------ MATERIALS PROVIDED ------

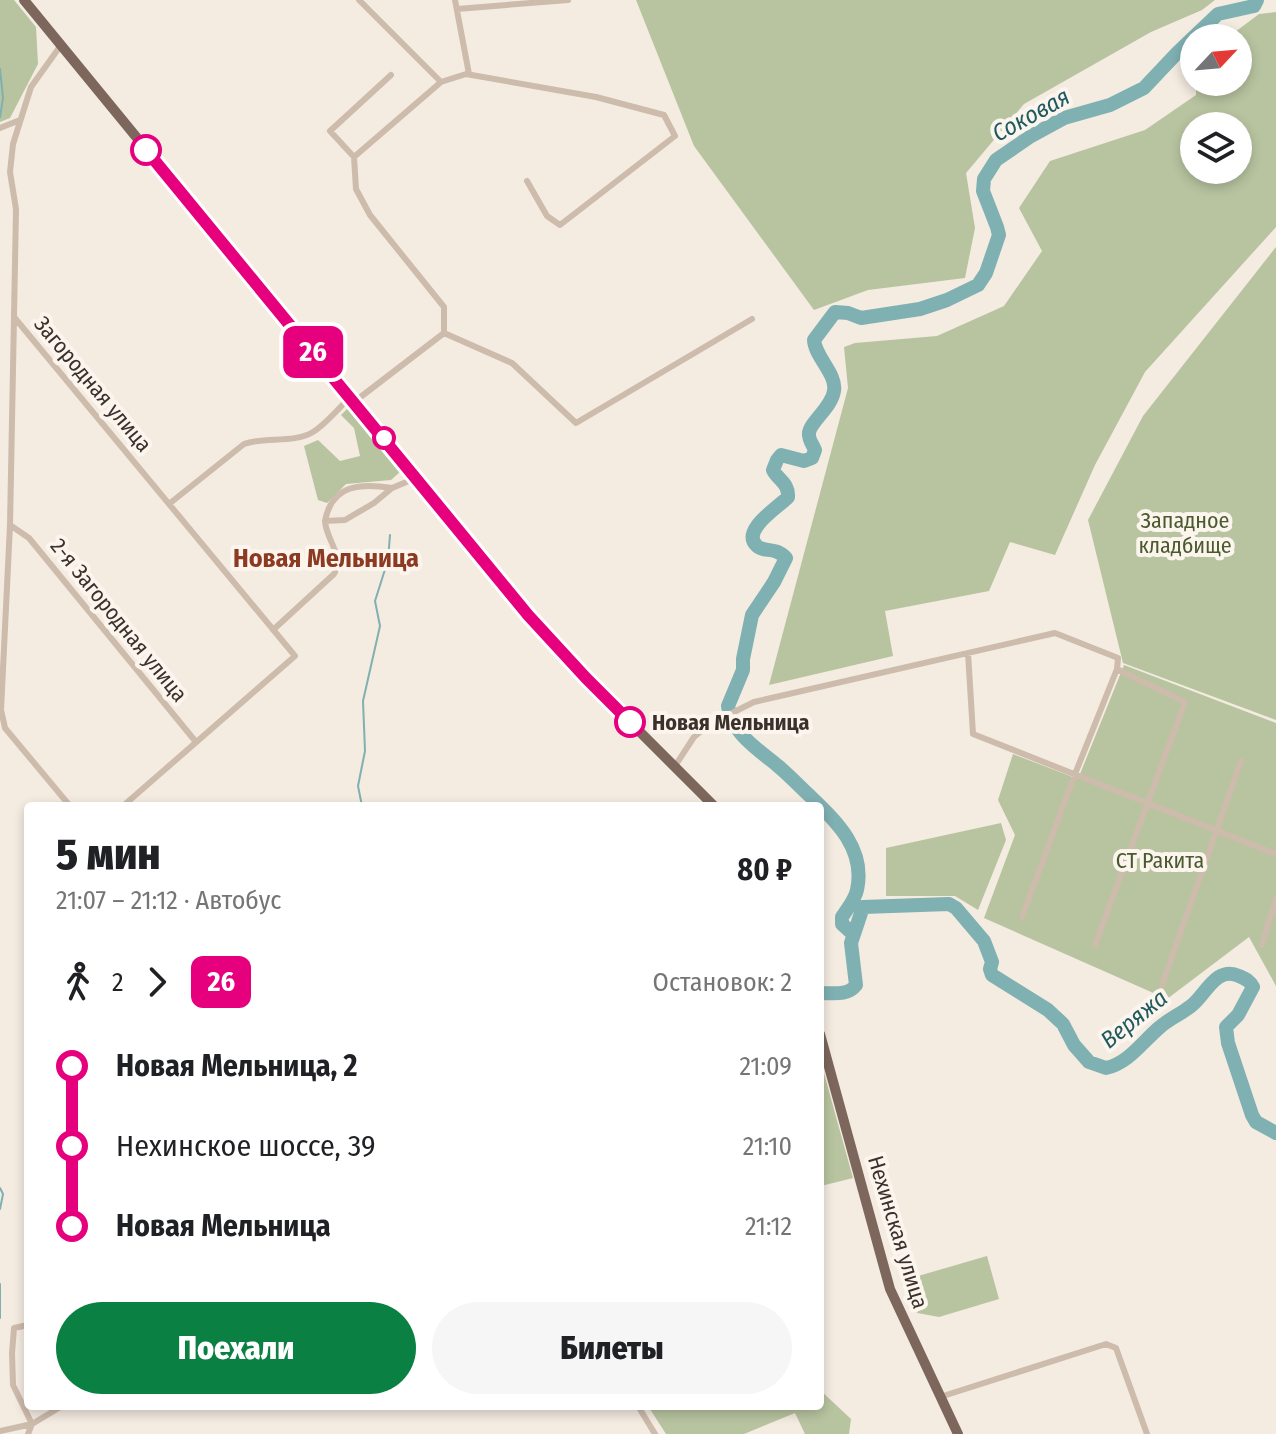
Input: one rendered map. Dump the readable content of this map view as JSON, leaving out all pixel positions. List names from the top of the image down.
{
  "streets": {
    "main road": ["Нехинская улица"],
    "street": ["Загородная улица", "2-я Загородная улица"]
  },
  "crossings": [
    ["Загородная улица", "2-я Загородная улица"]
  ],
  "districts": ["Новая Мельница"],
  "water": ["Соковая", "Веряжа"],
  "parks": ["Западное кладбище", "СТ Ракита"],
  "places": ["Новая Мельница"],
  "lines": ["bus line 26"],
  "north": "top right",
  "page": {
    "on_map": "26",
    "heading": ["5 мин", "21:07 – 21:12 · Автобус", "80 ₽"],
    "legs": ["2", "26", "Остановок: 2"],
    "list": [
      {
        "name": "Новая Мельница, 2",
        "value": "21:09"
      },
      {
        "name": "Нехинское шоссе, 39",
        "value": "21:10"
      },
      {
        "name": "Новая Мельница",
        "value": "21:12"
      }
    ],
    "buttons": ["Поехали", "Билеты"]
  }
}
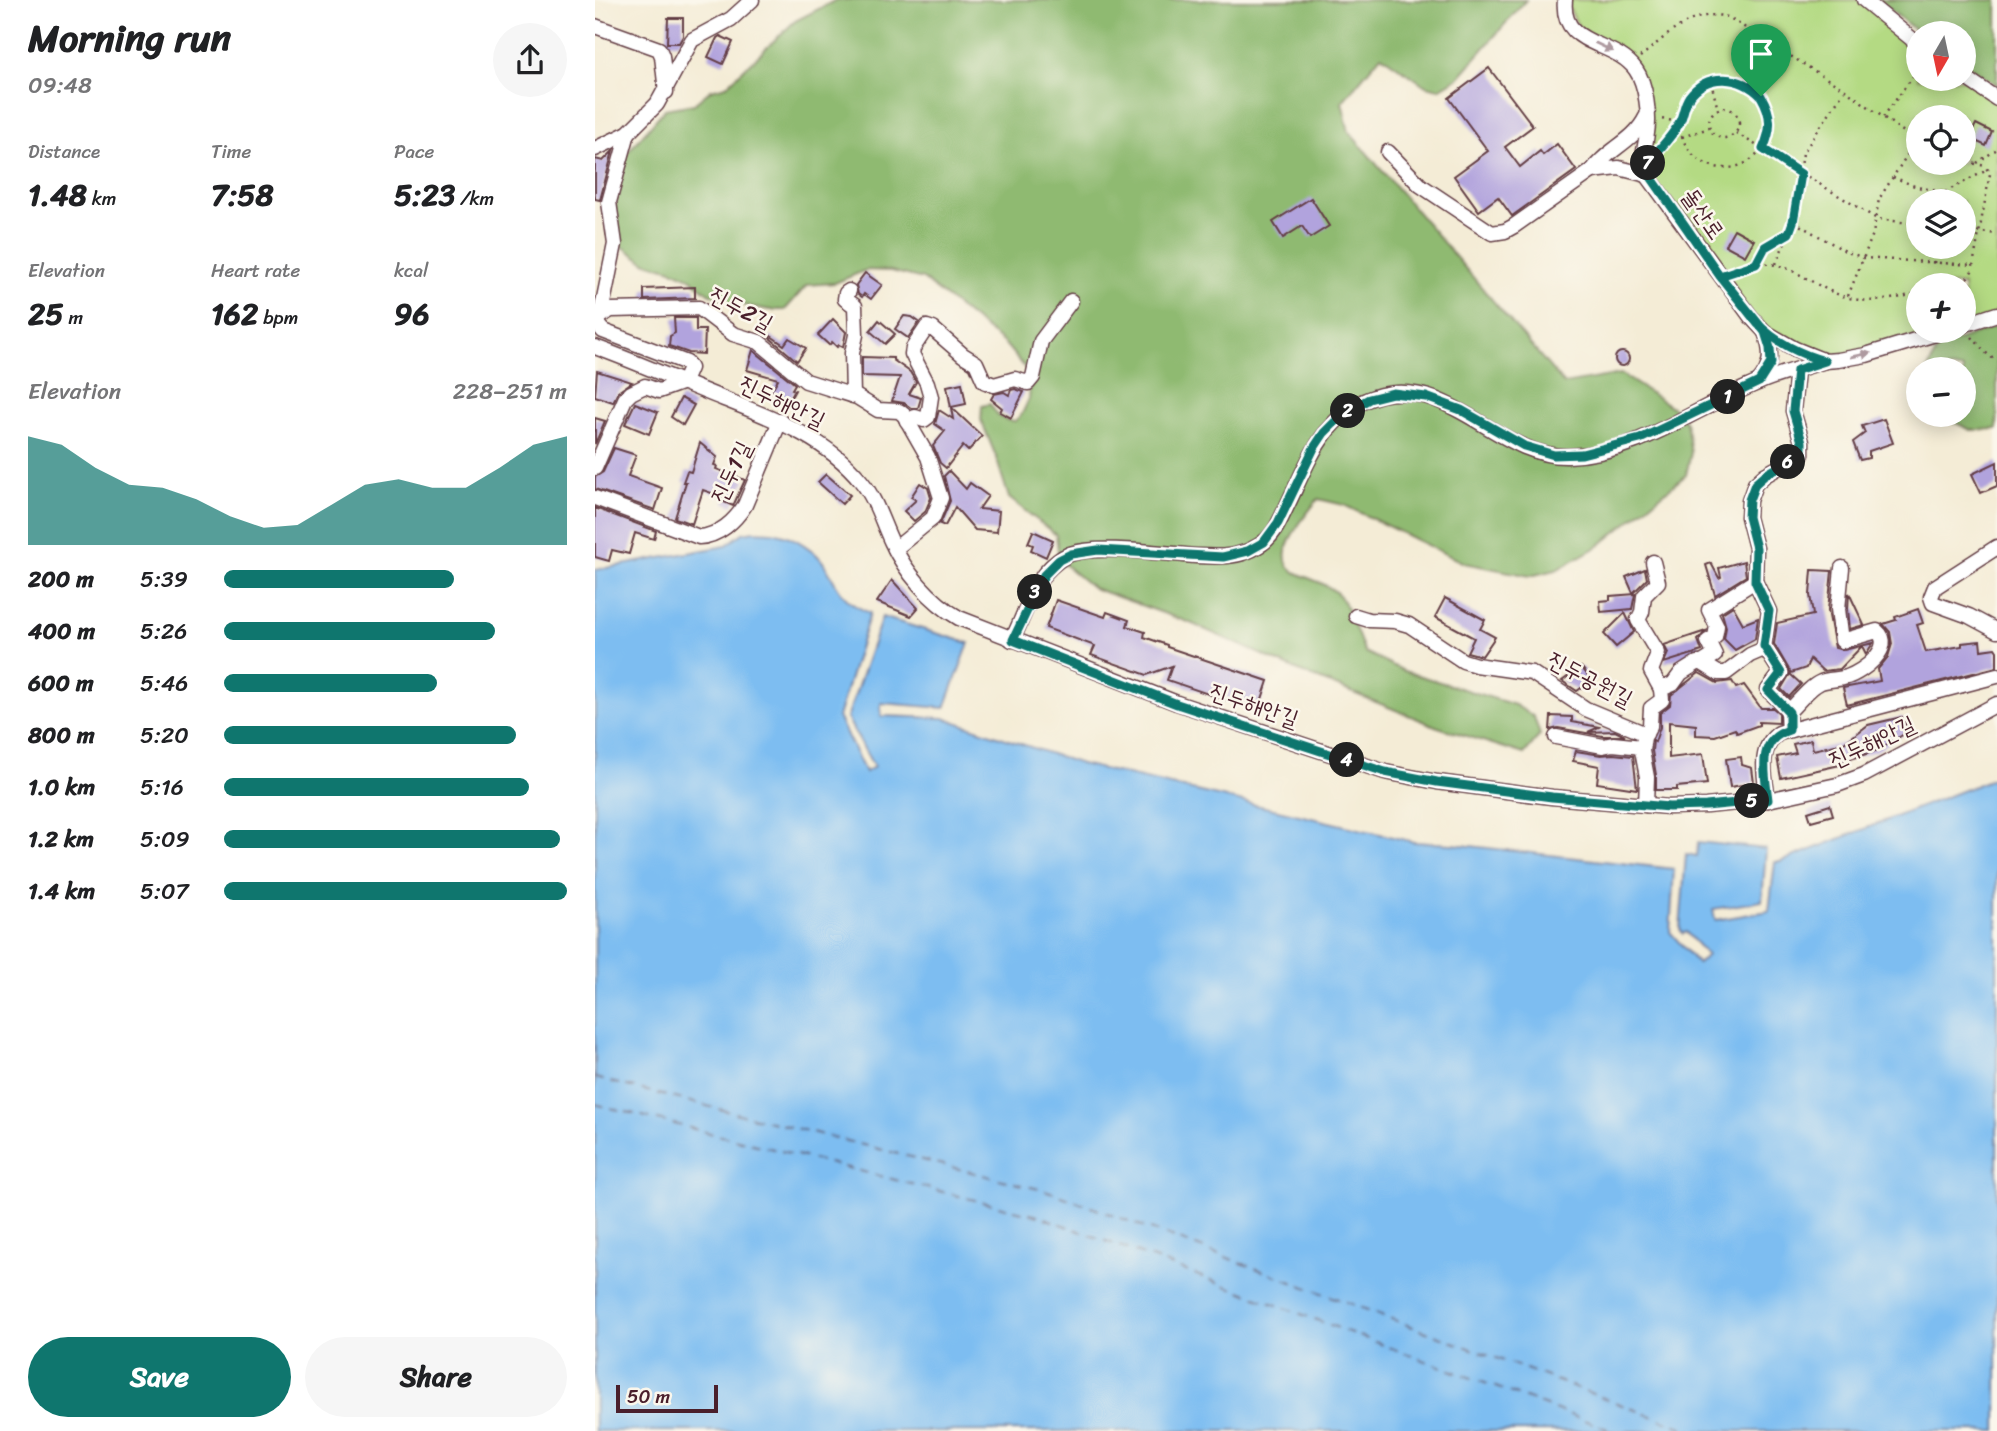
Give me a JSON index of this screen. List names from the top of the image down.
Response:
{
  "streets": {
    "street": [
      "돌산로",
      "진두2길",
      "진두해안길",
      "진두1길",
      "진두공원길"
    ]
  },
  "crossings": [
    ["진두해안길", "진두1길"],
    ["진두해안길", "진두공원길"]
  ],
  "scale_bar": "50 m",
  "north": "bottom",
  "page": {
    "heading": ["Morning run", "09:48"],
    "map_buttons": ["+", "−"],
    "stats": [
      ["Distance", "1.48 km"],
      ["Time", "7:58"],
      ["Pace", "5:23 /km"],
      ["Elevation", "25 m"],
      ["Heart rate", "162 bpm"],
      ["kcal", "96"]
    ],
    "pins": [
      "7",
      "1",
      "2",
      "6",
      "3",
      "4",
      "5"
    ],
    "chart": ["Elevation", "228–251 m"],
    "list": [
      {
        "name": "200 m",
        "note": "5:39"
      },
      {
        "name": "400 m",
        "note": "5:26"
      },
      {
        "name": "600 m",
        "note": "5:46"
      },
      {
        "name": "800 m",
        "note": "5:20"
      },
      {
        "name": "1.0 km",
        "note": "5:16"
      },
      {
        "name": "1.2 km",
        "note": "5:09"
      },
      {
        "name": "1.4 km",
        "note": "5:07"
      }
    ],
    "buttons": ["Save", "Share"],
    "scale": "50 m"
  }
}
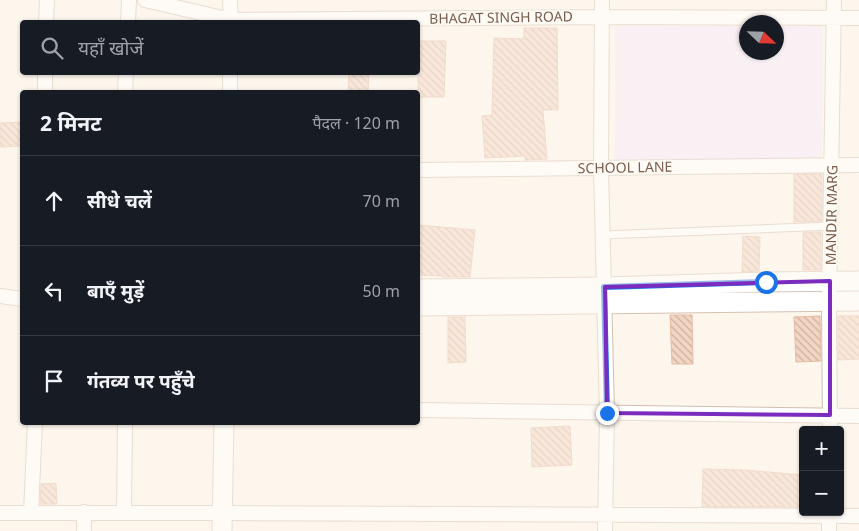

------

__INSTRUCTIONS TO FOLLOW__.
Would you count the lines in the entries that hold "this" and reply with only the count?

__ANSWER BOX__.
2